**Stored items from a collection:**
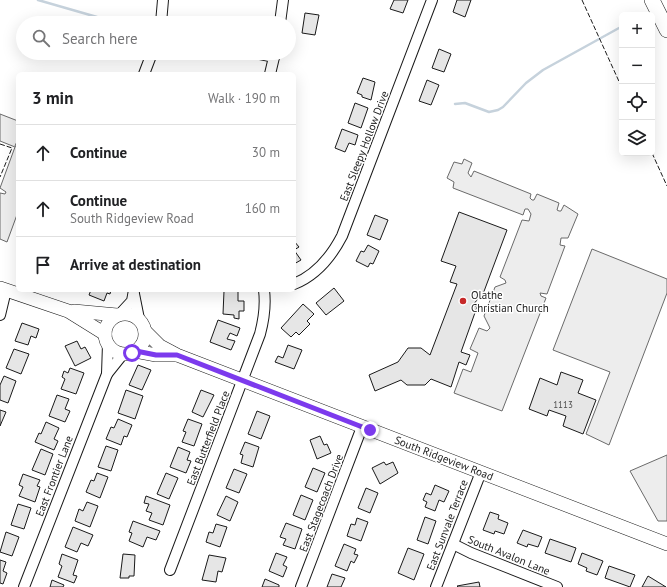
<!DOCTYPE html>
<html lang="en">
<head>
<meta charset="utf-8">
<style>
	:root { --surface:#fff; --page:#f2f2f2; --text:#202124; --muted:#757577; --line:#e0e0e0 }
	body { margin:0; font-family:"PT Sans",sans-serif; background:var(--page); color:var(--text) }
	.controls { position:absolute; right:12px; top:12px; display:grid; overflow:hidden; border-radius:6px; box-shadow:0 4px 16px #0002 }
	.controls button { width:36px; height:36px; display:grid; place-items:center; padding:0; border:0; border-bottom:1px solid var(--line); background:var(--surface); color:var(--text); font:20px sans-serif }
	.stop { position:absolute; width:12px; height:12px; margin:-9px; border:3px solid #7c3aed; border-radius:50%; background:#fff }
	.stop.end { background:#7c3aed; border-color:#fff; box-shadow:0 1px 4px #0008 }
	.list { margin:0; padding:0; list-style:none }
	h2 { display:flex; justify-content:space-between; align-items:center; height:52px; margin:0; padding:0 16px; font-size:17px }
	h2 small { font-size:13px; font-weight:400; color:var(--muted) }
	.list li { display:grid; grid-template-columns:26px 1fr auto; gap:12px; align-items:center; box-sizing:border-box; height:56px; padding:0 16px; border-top:1px solid var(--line) }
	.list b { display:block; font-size:15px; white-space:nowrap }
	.list p { margin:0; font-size:13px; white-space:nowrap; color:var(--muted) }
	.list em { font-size:13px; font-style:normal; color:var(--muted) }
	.icon { flex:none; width:22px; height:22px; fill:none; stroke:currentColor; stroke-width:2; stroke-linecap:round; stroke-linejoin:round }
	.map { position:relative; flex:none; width:667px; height:587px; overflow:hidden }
	.search { position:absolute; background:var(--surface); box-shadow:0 4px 16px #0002; left:16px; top:16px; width:280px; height:44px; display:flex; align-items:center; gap:10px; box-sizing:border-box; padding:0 14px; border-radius:22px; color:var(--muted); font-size:15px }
	.panel { position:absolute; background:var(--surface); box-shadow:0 4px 16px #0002; left:16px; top:72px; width:280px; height:220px; border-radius:6px }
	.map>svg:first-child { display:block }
	.parking { fill:#ededed; stroke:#6a6a6a }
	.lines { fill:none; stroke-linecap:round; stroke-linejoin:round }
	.stream { stroke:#c6d2dc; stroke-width:2.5 }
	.building { fill:#e6e6e6; stroke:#1a1a1a }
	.minor-casing { stroke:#1a1a1a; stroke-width:12 }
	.major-casing { stroke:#1a1a1a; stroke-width:14 }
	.highway-casing { stroke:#1a1a1a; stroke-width:16 }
	.minor { stroke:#fff; stroke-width:10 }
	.major { stroke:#fff; stroke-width:13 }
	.highway { stroke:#fff; stroke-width:15 }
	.fence { stroke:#1a1a1a; stroke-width:1; stroke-dasharray:5 2; stroke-linecap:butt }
	.route { stroke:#7c3aed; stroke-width:5 }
	.poi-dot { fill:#c62828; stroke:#fff; stroke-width:1.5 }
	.labels { text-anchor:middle; stroke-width:3; stroke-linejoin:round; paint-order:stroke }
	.number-label { font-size:9px; fill:#4d4d4d }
	.street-label { font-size:11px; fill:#1a1a1a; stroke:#fff }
	.poi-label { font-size:11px; fill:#1a1a1a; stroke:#fff; text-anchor:start }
</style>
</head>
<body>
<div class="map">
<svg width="667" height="587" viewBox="0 0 667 587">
	<rect width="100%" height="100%" fill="#fff"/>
	<!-- parking -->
	<g class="parking">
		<polygon points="0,114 18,121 18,139 15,146 18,148 18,212 7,242 0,239 0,193 5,194 6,192 0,188 15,147 0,141"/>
		<polygon points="464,159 472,163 468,173 471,177 474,171 531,194 530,198 532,200 534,200 537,194 559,203 557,210 559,211 561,211 564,205 578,214 568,238 561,238 560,245 565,246 547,294 540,293 541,296 546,298 502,411 454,393 463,369 471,372 478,353 470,349 479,328 487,331 490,328 484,316 495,287 506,283 505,280 500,277 522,220 529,221 531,214 528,209 525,209 523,215 453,188 454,182 447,178 454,162 462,164"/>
		<polygon points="592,249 667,279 667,293 609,445 586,434 610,372 553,350"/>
		<polygon points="667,455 667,521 658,521 630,471"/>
	</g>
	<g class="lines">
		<!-- stream -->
		<g class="stream">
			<polyline points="38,0 97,17"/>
			<polyline points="455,104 465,103 489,112 498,110 503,107 526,83 543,70 619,28"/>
		</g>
	</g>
	<!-- building -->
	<g class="building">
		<polygon points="394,0 408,0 403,13 390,9"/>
		<polygon points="457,0 471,0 465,17 453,12"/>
		<polygon points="305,13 319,15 315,35 302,33"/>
		<polygon points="439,49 451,54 444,72 432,68"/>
		<polygon points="363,78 375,82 371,100 362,97 362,95 357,93"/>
		<polygon points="427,80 439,85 431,105 419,101"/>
		<polygon points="355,103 368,108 361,128 348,123"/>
		<polygon points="342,129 358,135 355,145 349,143 345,152 335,148"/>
		<polygon points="459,212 507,230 483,294 478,293 477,300 473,305 477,307 461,352 470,355 466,365 459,362 451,387 431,379 425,385 407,385 401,380 375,391 369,375 398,362 408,348 421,348 430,355 457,284 450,282 456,266 441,261"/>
		<polygon points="375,215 388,220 380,240 367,235"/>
		<polygon points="294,241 299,247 294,250 301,260 294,264"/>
		<polygon points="368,245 379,251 373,264 370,263 368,267 356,261 361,251 364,252"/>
		<polygon points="334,288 344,301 326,315 316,303"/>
		<polygon points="91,290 111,290 110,294 107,293 104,301 89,295"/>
		<polygon points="224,291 238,291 238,301 244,301 244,311 239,311 239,319 234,318 234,315 223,314"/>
		<polygon points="303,304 314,314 307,321 310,324 299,335 296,332 291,337 281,328"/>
		<polygon points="218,320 240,328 237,336 230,333 227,339 235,341 231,350 210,342"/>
		<polygon points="22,323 39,329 36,338 31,336 28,345 15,341"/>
		<polygon points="77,341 81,349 85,347 91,358 75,366 65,346"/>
		<polygon points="288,345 302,350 294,369 275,362 278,356 283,358"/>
		<polygon points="14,349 29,354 21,374 6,368"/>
		<polygon points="138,365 151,370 142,390 129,385"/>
		<polygon points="70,368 84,373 76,394 61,389 65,379 62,377 64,371 68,373"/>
		<polygon points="561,372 583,380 578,393 596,400 583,434 563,426 566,416 549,410 547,416 529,409 540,378 557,385"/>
		<polygon points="4,376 16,381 8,403 0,400 0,385"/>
		<polygon points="126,390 143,396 135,419 118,413"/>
		<polygon points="201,390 214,395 203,417 192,412"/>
		<polygon points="57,395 69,399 65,409 70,411 65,422 49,416"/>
		<polygon points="0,410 6,412 0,426"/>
		<polygon points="257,411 270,416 261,439 248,434"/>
		<polygon points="118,419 132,425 127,437 124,436 121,445 106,439 111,427 114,428"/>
		<polygon points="188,419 202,424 194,446 182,442 186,432 183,431"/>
		<polygon points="46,422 59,428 54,439 58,441 54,450 35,442 39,433 41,434"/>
		<polygon points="320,436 324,445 327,444 331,453 317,459 310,440"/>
		<polygon points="245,442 259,447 253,467 241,463 243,455 240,454"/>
		<polygon points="106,446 118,450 111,471 98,467"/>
		<polygon points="178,447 190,452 187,460 191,461 186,473 170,467"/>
		<polygon points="41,449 53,454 45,475 32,470"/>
		<polygon points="384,462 386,465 393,462 398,473 380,484 372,468"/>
		<polygon points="313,468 325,473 317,492 305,487"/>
		<polygon points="234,469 247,474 239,493 226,488"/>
		<polygon points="97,473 108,477 100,498 86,492 91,480 94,481"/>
		<polygon points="166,473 178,478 169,499 157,494"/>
		<polygon points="23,474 40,480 37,486 40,487 35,502 19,496 23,487 19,485"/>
		<polygon points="435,485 449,491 444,502 439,500 435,511 425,507 427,502 423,500 426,493 431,495"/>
		<polygon points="366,488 378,493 370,513 358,508"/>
		<polygon points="301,495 313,500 305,520 293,515"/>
		<polygon points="146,496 170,505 163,525 149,520 152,513 146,511 149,504 144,503"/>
		<polygon points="226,496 238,502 230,521 217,515"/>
		<polygon points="87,502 98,506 90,527 75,521 79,509 83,511"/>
		<polygon points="18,504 31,508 24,529 11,525"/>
		<polygon points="490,512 499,515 498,519 508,523 504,534 495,531 494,534 483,530"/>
		<polygon points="425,517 436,521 428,544 417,540"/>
		<polygon points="357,518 368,522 361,541 347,536 351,524 355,525"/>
		<polygon points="133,521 160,531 156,540 147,537 143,547 129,541 132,533 129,532"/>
		<polygon points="286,523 302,529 295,549 283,545 286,539 280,537"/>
		<polygon points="216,524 227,527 220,547 206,542 209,532 213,533"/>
		<polygon points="73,527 93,535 88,546 81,543 77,552 65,547"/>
		<polygon points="523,530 542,537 538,547 528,544 527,547 517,543"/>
		<polygon points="6,532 19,537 12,556 0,552"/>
		<polygon points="550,539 576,548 571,562 545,553"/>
		<polygon points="344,544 356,549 354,554 358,555 354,563 351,561 347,571 335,566"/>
		<polygon points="408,548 424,554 414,580 398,573"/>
		<polygon points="276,553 287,557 283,565 287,567 283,577 269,571"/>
		<polygon points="582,553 603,561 597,575 586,571 587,568 578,564"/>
		<polygon points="62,554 78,560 73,575 77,576 74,583 58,577 62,566 59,564"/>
		<polygon points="123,554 135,555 134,576 129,576 129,578 120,578"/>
		<polygon points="209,555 226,558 222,572 218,571 216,582 202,580"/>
		<polygon points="0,560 6,562 3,571 7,573 3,584 0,583"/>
		<polygon points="609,566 635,575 630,587 605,578"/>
		<polygon points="332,574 345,578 341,587 327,587"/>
		<polygon points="648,576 666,587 642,587"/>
		<polygon points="265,579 279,585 279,587 262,587"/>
		<polygon points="52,580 64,585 63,587 50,587"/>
		<polygon points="479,582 480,587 458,587 457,586"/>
	</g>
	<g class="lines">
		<defs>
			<g id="minor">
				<polyline points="161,23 163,0"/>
				<polyline points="280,23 283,0"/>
				<polyline points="255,53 274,57"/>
				<polyline points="144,74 152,53"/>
				<polyline points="270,74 275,53"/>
				<path d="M 294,284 C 317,275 331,257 342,236 L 432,0"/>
				<polyline points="134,294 139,319"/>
				<polyline points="120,314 132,301 134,290"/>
				<polyline points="0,315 6,290"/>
				<polyline points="107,374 108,344"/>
				<polyline points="453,544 471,553 557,587"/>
				<path d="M 170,570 L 260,334 C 264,319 266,306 264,290"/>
				<polyline points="24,587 107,374 123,354"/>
				<polyline points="301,587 362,427"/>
				<polyline points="436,587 481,472"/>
			</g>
			<g id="major">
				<polyline points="0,288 68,311 105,334"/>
				<polyline points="74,311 117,315"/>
				<circle cx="125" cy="334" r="20"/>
				<polyline points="145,331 160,346 177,355 667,544"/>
				<polyline points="135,351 156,355 175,355"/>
			</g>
			<polyline id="highway" points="652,0 667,30"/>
		</defs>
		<!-- minor casing -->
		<use href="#minor" class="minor-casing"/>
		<!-- major casing -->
		<use href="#major" class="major-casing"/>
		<!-- highway casing -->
		<use href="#highway" class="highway-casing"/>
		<!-- minor -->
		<use href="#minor" class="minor"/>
		<!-- major -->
		<use href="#major" class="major"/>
		<!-- highway -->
		<use href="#highway" class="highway"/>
		<!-- fence -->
		<g class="fence">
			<polyline points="582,0 622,88"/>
			<polyline points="0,144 12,148 0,177"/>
			<polyline points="652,153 667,186"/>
		</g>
	</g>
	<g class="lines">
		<!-- route -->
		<polyline class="route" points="132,353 136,351 156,355 177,355 370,430"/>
	</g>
	<!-- markers -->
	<circle class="poi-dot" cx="463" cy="301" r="4"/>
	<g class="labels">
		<!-- number labels -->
		<g class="number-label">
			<text x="563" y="408">1113</text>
		</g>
		<!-- street labels -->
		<g class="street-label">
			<text transform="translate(364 146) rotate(-69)" y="4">East Sleepy Hollow Drive</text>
			<text transform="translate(208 438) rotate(-69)" y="4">East Butterfield Place</text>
			<text transform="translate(444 458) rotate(21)" y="4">South Ridgeview Road</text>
			<text transform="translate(54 476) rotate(-69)" y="4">East Frontier Lane</text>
			<text transform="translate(321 503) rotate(-69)" y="4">East Stagecoach Drive</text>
			<text transform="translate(447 525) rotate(-69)" y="4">East Sunvale Terrace</text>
			<text transform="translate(509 555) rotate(22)" y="4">South Avalon Lane</text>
		</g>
		<!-- poi labels -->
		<g class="poi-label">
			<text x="471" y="299">Olathe<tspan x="471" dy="13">Christian Church</tspan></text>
		</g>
	</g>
</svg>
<div class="controls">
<button>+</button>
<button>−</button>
<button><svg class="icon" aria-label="locate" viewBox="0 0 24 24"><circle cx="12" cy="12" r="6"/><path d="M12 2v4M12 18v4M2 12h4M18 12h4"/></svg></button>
<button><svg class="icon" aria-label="layers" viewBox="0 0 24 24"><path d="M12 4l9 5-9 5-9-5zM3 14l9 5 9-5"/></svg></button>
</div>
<div class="stop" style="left:132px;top:353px"></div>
<div class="stop end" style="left:370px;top:430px"></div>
<div class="search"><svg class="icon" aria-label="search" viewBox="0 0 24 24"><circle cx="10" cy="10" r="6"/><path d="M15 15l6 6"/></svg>Search here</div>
<section class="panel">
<h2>3 min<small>Walk · 190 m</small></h2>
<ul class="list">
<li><svg class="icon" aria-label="ahead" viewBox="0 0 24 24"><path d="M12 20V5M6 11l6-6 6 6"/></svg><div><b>Continue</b></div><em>30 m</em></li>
<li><svg class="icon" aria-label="ahead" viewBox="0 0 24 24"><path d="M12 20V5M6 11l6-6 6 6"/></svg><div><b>Continue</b><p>South Ridgeview Road</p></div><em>160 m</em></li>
<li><svg class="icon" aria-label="arrive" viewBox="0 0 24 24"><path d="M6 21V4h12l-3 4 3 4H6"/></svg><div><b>Arrive at destination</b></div></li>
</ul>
</section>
</div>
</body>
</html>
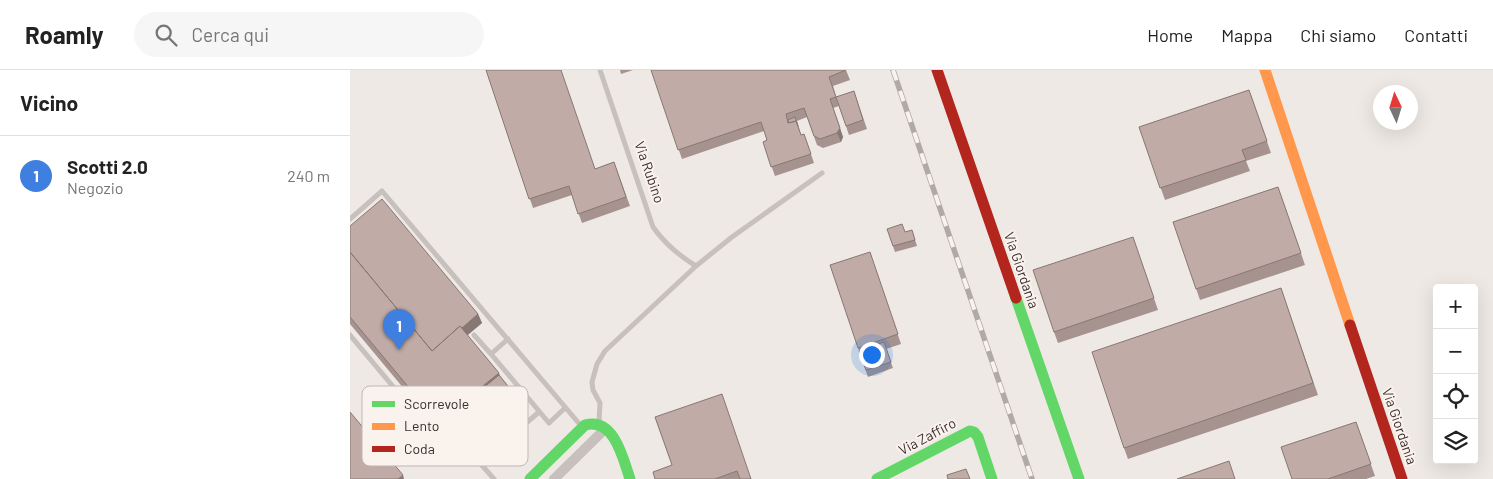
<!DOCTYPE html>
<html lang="it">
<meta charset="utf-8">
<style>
body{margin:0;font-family:Barlow,sans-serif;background:#f6f6f6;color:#222}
.controls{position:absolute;right:15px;bottom:15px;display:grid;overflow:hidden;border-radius:5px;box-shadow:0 5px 20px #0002}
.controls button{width:45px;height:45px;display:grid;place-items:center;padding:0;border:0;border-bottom:1px solid #e0e0e0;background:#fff;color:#222;font:25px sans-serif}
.compass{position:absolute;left:1023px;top:15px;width:45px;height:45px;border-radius:50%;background:#fff;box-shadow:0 5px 20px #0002;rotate:356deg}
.you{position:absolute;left:521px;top:284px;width:18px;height:18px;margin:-12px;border:4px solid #fff;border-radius:50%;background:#1a73e8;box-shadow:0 0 0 8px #1a73e833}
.badge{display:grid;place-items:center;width:32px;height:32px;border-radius:50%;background:#ea580c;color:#fff;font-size:16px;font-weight:700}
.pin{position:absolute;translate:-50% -41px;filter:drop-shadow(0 1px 2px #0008)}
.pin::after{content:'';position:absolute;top:26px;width:18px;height:15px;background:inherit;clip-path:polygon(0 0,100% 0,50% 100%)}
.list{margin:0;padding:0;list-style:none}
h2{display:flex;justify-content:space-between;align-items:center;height:65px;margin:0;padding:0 20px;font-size:21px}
h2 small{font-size:16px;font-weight:400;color:#767676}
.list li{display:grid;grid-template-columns:32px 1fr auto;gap:15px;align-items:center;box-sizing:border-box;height:80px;padding:0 20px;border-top:1px solid #e0e0e0}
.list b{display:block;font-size:19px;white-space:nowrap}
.list p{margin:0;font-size:16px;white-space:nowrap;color:#767676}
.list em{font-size:16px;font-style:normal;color:#767676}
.icon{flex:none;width:28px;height:28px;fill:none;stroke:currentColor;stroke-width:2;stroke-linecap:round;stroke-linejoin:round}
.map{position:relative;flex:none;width:1143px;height:409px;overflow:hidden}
header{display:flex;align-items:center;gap:30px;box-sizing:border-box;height:70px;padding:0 25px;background:#fff;border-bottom:1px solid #e0e0e0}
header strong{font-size:24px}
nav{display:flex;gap:28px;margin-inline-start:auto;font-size:18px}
.search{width:350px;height:45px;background:#f6f6f6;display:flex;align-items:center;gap:12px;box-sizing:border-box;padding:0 18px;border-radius:28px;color:#767676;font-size:19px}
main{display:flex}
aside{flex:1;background:#fff}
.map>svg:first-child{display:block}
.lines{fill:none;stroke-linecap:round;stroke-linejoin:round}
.lane{stroke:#c7c0bd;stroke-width:5}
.street{stroke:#c7c0bd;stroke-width:10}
.fast{stroke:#63d668;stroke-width:11}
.slow{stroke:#ff974d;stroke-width:11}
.jam{stroke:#b3261e;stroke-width:11}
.rail-casing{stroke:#afa9a7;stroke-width:5.5}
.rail{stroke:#faf2ed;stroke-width:4;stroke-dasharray:11;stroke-linecap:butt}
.wall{fill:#a6938f}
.shaded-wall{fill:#877874}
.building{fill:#c1aba6;stroke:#877874}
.labels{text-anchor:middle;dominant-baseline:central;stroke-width:4;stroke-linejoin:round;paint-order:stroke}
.street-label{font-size:14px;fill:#392d2b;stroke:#faf2ed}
.key{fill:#faf2ed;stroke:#c0b7b3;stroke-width:1}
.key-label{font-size:14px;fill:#392d2b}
</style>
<header>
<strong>Roamly</strong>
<div class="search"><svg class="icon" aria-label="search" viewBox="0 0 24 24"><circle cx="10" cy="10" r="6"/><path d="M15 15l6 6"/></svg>Cerca qui</div>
<nav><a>Home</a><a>Mappa</a><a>Chi siamo</a><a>Contatti</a></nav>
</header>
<main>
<aside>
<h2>Vicino<small></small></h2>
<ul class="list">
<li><span class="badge" style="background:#3f7fe0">1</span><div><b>Scotti 2.0</b><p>Negozio</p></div><em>240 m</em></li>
</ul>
</aside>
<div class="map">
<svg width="1143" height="409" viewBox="0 0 1143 409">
<rect width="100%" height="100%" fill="#eee9e4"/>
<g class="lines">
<path class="lane" d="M250,0l53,157c12,17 25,28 43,39
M0,149l32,-28 200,236
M0,265l107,128 22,-1 15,17
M124,265l17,19 17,-15
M141,284l58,69 16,-15
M249,352l1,-19 -7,-13 -1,-8 5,-18 8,-13 91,-85 36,-29 90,-64
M160,367l29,-25"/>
<path class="street" d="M204,409l51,-50"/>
<path class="fast" d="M666,228l63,181
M180,409l55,-54c29,-8 38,33 45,54
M527,409l93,-48 4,1 4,5 14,42"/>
<path class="slow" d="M915,0l85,255"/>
<path class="jam" d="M587,0l79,228
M1000,255l52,154"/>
<g class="rail-casing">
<path id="rail" d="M543,0l139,409"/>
</g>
<use href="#rail" class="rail"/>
</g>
<path class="wall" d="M136,0l109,99 19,-7 16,44 -48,17 -10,-28 -39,13z
M270,0h13l-12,4z
M301,0h195l4,10 -17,6 3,11 18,-6 13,38 -18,6 -10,-29 -6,2 10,29 -2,5 -18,6 -6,-3 -10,-28 -10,4 4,14 3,-1 10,29 -39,13 -12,-34 4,-2 -3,-9 -82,28z
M899,20l22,63 -25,8 4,10 -85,29 -26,-73z
M928,117l27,78 -105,35 -27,-78z
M0,156l128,88 4,9 -15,12 45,56 4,9 -61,50 -105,-126z
M537,159l18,3 7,-2 5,16 -22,6z
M783,167l25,73 -100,33 -4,-11z
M520,182l31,92 -15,5 7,19 -25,9 -10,-29z
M931,218l37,107 -190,64 -4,-11z
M305,347l96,62h-96l17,-14z
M1006,352l19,54 -9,3h-74z"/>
<path class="shaded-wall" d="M480,29l13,38 -2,5 -4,-9z
M128,244l4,9 -46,39 -3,-9z
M149,303l4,11 -27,23 -7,-10z
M162,321l4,9 -61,50 -4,-12 31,-25z
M53,405l1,4h-6z"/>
<path class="building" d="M136,0h75l34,99 19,-7 12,35 -48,17 -9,-28 -40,13z
M301,0h195l-17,7 7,20 -6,2 10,29 -3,5 -17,6 -6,-3 -10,-28 -18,6 2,9 8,-2 5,14 3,-1 7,20 -40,13 -8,-25 4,-2 -6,-18 -83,28z
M899,20l18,51 -25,9 4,10 -86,28 -21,-61z
M504,21l9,29 -17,6 -10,-29z
M445,47l3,9 -2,-5 -7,2 -1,-3z
M928,117l23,66 -105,36 -23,-67z
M32,129l96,115 -16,14 -2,-2 -28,25 -82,-99v-26z
M552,154l3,8 7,-2 3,10 -22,6 -6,-17z
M783,167l21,61 -100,34 -21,-62z
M0,182l82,99 28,-25 39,47 -30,24 13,16 -31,25 -101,-121z
M520,182l28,82 -40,14 -28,-83z
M931,218l32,95 -189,65 -32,-96z
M534,272l7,20 -25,8 -7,-19z
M149,305l13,16 -29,24 -1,-2 -12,-14z
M372,324l29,85h-11l-3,-8 -22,8h-60l-2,-7 19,-7 -17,-48z
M0,342l53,63 -5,4h-48z
M1006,352l15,42 -43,15h-36l-11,-32z
M879,391l6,18h-58z
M616,399l4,10h-22l-1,-4z"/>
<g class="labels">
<g class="street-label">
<text transform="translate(300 102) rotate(71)">Via Rubino</text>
<text transform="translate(672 200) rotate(71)">Via Giordania</text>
<text transform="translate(1050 356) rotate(71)">Via Giordania</text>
<text transform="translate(577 366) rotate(-28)">Via Zaffiro</text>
</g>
</g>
<rect x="12" y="316" width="166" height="80" rx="8" class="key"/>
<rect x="22" y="331" width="23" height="6" fill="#63d668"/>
<rect x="22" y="353" width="23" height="7" fill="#ff974d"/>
<rect x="22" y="376" width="23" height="6" fill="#b3261e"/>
<g class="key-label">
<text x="54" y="339">Scorrevole</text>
<text x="54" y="361">Lento</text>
<text x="54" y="384">Coda</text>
</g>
</svg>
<div class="controls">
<button>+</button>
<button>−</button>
<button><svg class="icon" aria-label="locate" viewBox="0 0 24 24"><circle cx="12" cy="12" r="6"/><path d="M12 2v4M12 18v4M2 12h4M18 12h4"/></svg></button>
<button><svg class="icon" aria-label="layers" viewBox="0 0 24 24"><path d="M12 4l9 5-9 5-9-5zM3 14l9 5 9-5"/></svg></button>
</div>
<svg class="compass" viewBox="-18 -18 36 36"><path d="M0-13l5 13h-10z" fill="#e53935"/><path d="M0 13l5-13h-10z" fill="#767676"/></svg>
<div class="you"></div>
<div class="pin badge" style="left:49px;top:280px;background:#3f7fe0">1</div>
</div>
</main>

**PROBLEM REQUIREMENTS:** Looking at the data above, return every line from the one with "position:absolute; right:12px; top:12px;" down to the one with "width:36px; height:36px; display:grid;", exactly and inclusively.

**EXERCISE RESULT:**
	.controls { position:absolute; right:12px; top:12px; display:grid; overflow:hidden; border-radius:6px; box-shadow:0 4px 16px #0002 }
	.controls button { width:36px; height:36px; display:grid; place-items:center; padding:0; border:0; border-bottom:1px solid var(--line); background:var(--surface); color:var(--text); font:20px sans-serif }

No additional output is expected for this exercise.